[Stored data entries]
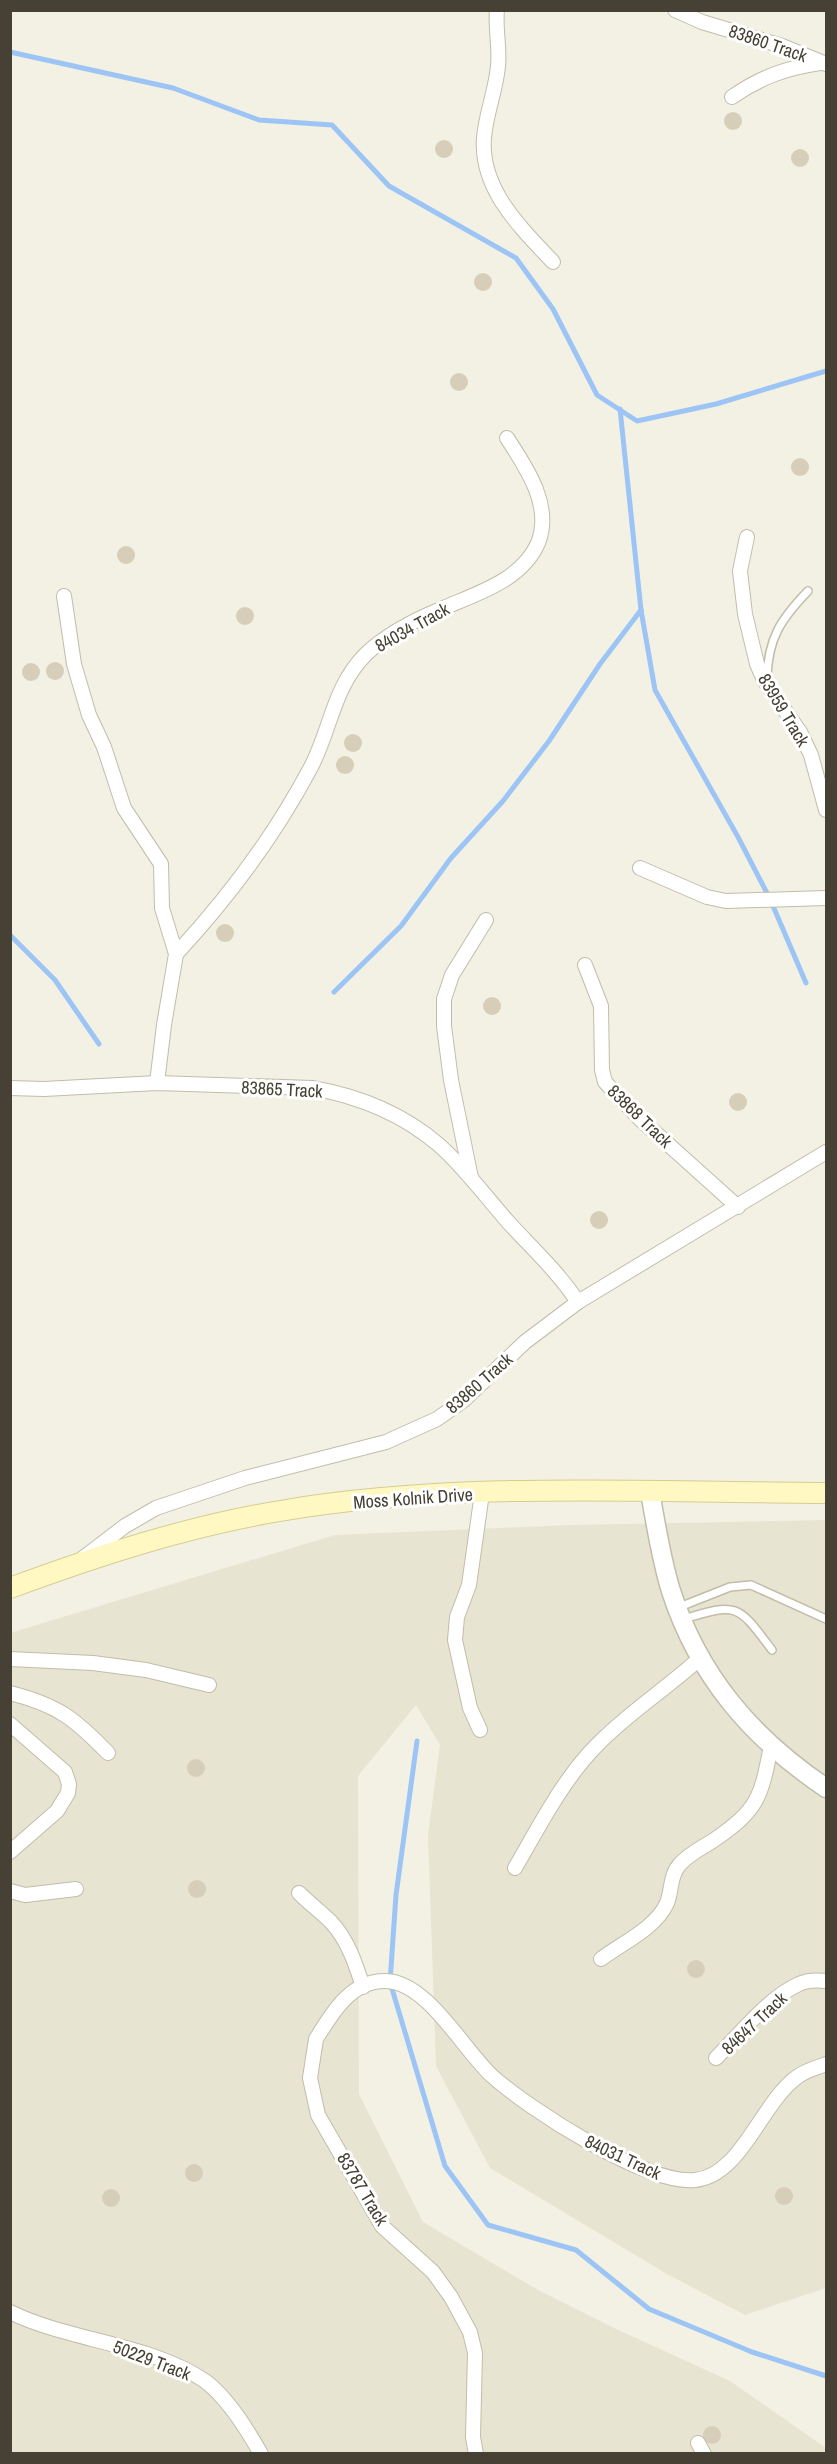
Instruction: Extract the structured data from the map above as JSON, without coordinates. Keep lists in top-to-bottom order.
{
  "streets": {
    "main road": ["Moss Kolnik Drive"],
    "street": [
      "83860 Track",
      "84034 Track",
      "83959 Track",
      "83865 Track",
      "83868 Track",
      "84647 Track",
      "84031 Track",
      "83787 Track",
      "50229 Track"
    ]
  },
  "crossings": [
    ["83860 Track", "83865 Track"],
    ["83860 Track", "83868 Track"],
    ["83860 Track", "Moss Kolnik Drive"],
    ["84031 Track", "83787 Track"]
  ]
}
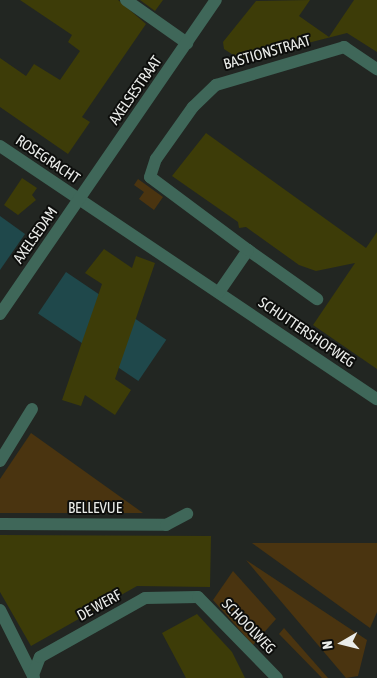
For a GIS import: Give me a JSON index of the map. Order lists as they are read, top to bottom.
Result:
{
  "streets": {
    "street": [
      "BASTIONSTRAAT",
      "AXELSESTRAAT",
      "ROSEGRACHT",
      "AXELSEDAM",
      "SCHUTTERSHOFWEG",
      "BELLEVUE",
      "DE WERF",
      "SCHOOLWEG"
    ]
  },
  "crossings": [
    ["AXELSESTRAAT", "ROSEGRACHT"],
    ["AXELSESTRAAT", "AXELSEDAM"],
    ["AXELSESTRAAT", "SCHUTTERSHOFWEG"],
    ["ROSEGRACHT", "AXELSEDAM"],
    ["ROSEGRACHT", "SCHUTTERSHOFWEG"],
    ["AXELSEDAM", "SCHUTTERSHOFWEG"],
    ["DE WERF", "SCHOOLWEG"]
  ],
  "north": "left"
}
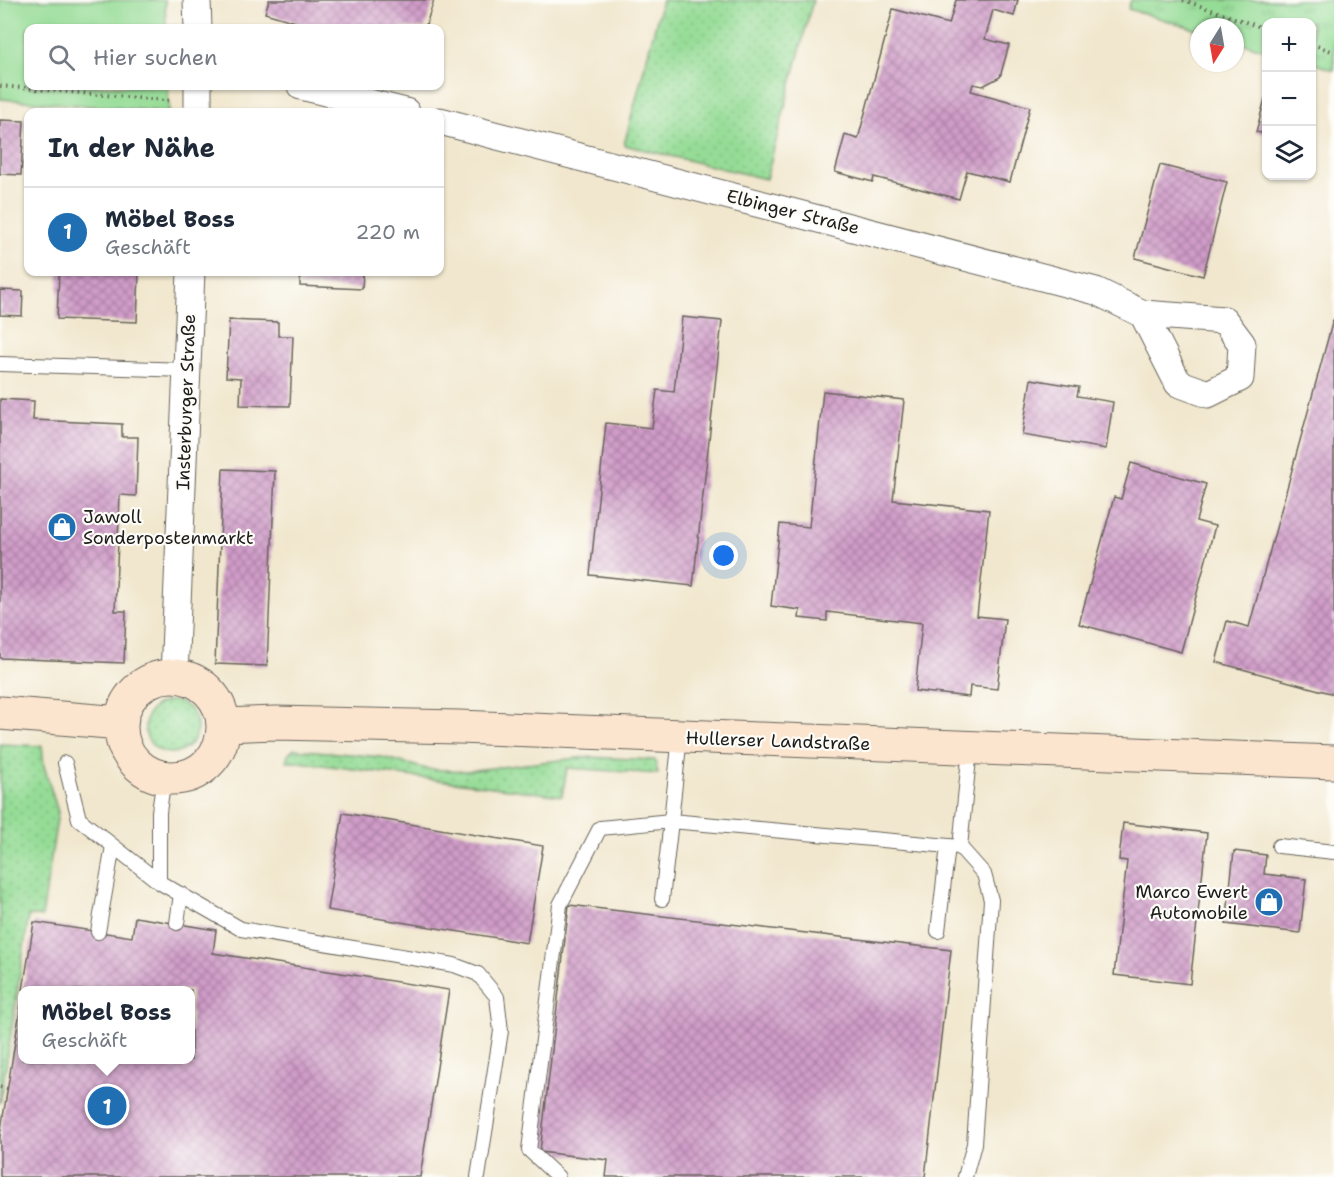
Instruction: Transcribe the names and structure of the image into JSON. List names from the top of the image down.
{
  "streets": {
    "street": ["Elbinger Straße", "Insterburger Straße", "Hullerser Landstraße"]
  },
  "crossings": [
    ["Insterburger Straße", "Hullerser Landstraße"]
  ],
  "places": {
    "shop": ["Jawoll Sonderpostenmarkt", "Marco Ewert Automobile"]
  },
  "north": "bottom",
  "page": {
    "map_buttons": ["+", "−"],
    "search": "Hier suchen",
    "heading": "In der Nähe",
    "list": [
      {
        "mark": "1",
        "name": "Möbel Boss",
        "note": "Geschäft",
        "value": "220 m"
      }
    ],
    "popup": ["Möbel Boss", "Geschäft"],
    "pins": "1"
  }
}
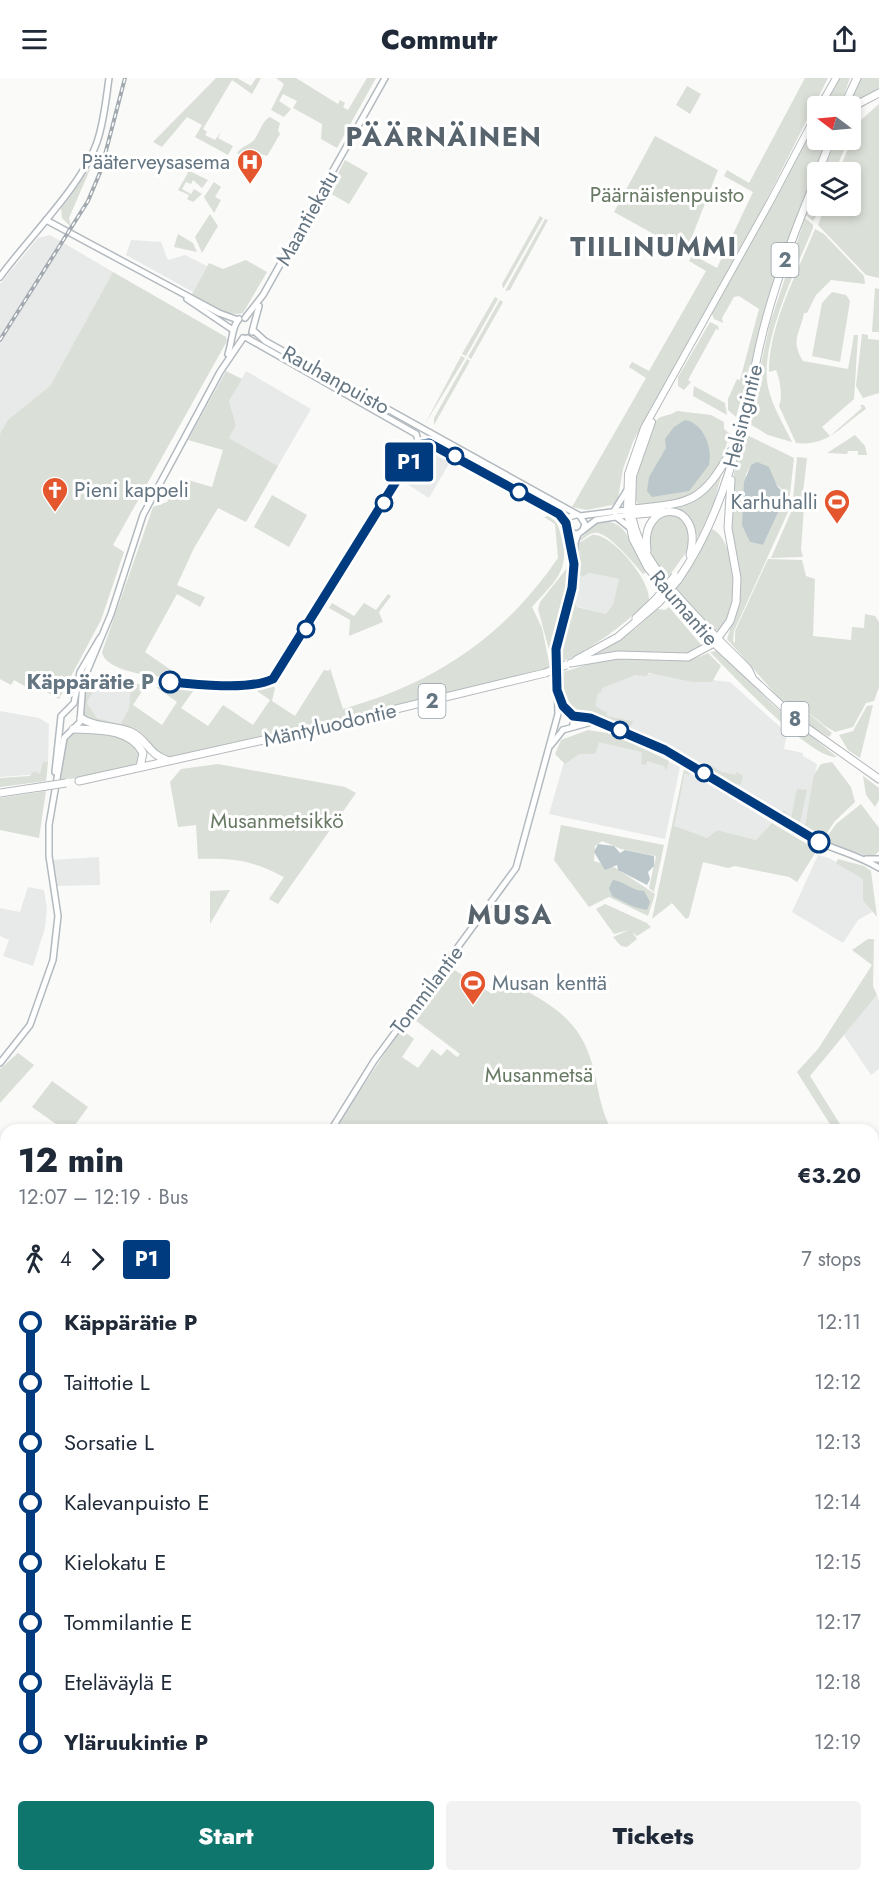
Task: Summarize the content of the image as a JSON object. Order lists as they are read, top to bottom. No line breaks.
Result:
{"streets":{"highway":["2","Helsingintie","Raumantie","8","Mäntyluodontie"],"main road":["Maantiekatu","Rauhanpuisto","Tommilantie"]},"crossings":[["Maantiekatu","Rauhanpuisto"],["Helsingintie","Mäntyluodontie"],["Raumantie","8"]],"districts":["PÄÄRNÄINEN","TIILINUMMI","MUSA"],"parks":["Päärnäistenpuisto","Musanmetsikkö","Musanmetsä"],"places":{"hospital":["Pääterveysasema"],"church":["Pieni kappeli"],"sports":["Karhuhalli","Musan kenttä"],"other":["Käppärätie P"]},"lines":["bus line P1"],"north":"left","page":{"header":"Commutr","on_map":"P1","heading":["12 min","12:07 – 12:19 · Bus","€3.20"],"legs":["4","P1","7 stops"],"list":[{"name":"Käppärätie P","value":"12:11"},{"name":"Taittotie L","value":"12:12"},{"name":"Sorsatie L","value":"12:13"},{"name":"Kalevanpuisto E","value":"12:14"},{"name":"Kielokatu E","value":"12:15"},{"name":"Tommilantie E","value":"12:17"},{"name":"Eteläväylä E","value":"12:18"},{"name":"Yläruukintie P","value":"12:19"}],"buttons":["Start","Tickets"]}}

[Exercise]
If a line in the records contains the string "read", copy it out.

[Result of this task]
For a GIS import: Give me a JSON index of the map. Order lists as they are read, top to bottom.
Task: Summarize the content of the image as a JSON object. Order lists as they are read, top to bottom. No line breaks.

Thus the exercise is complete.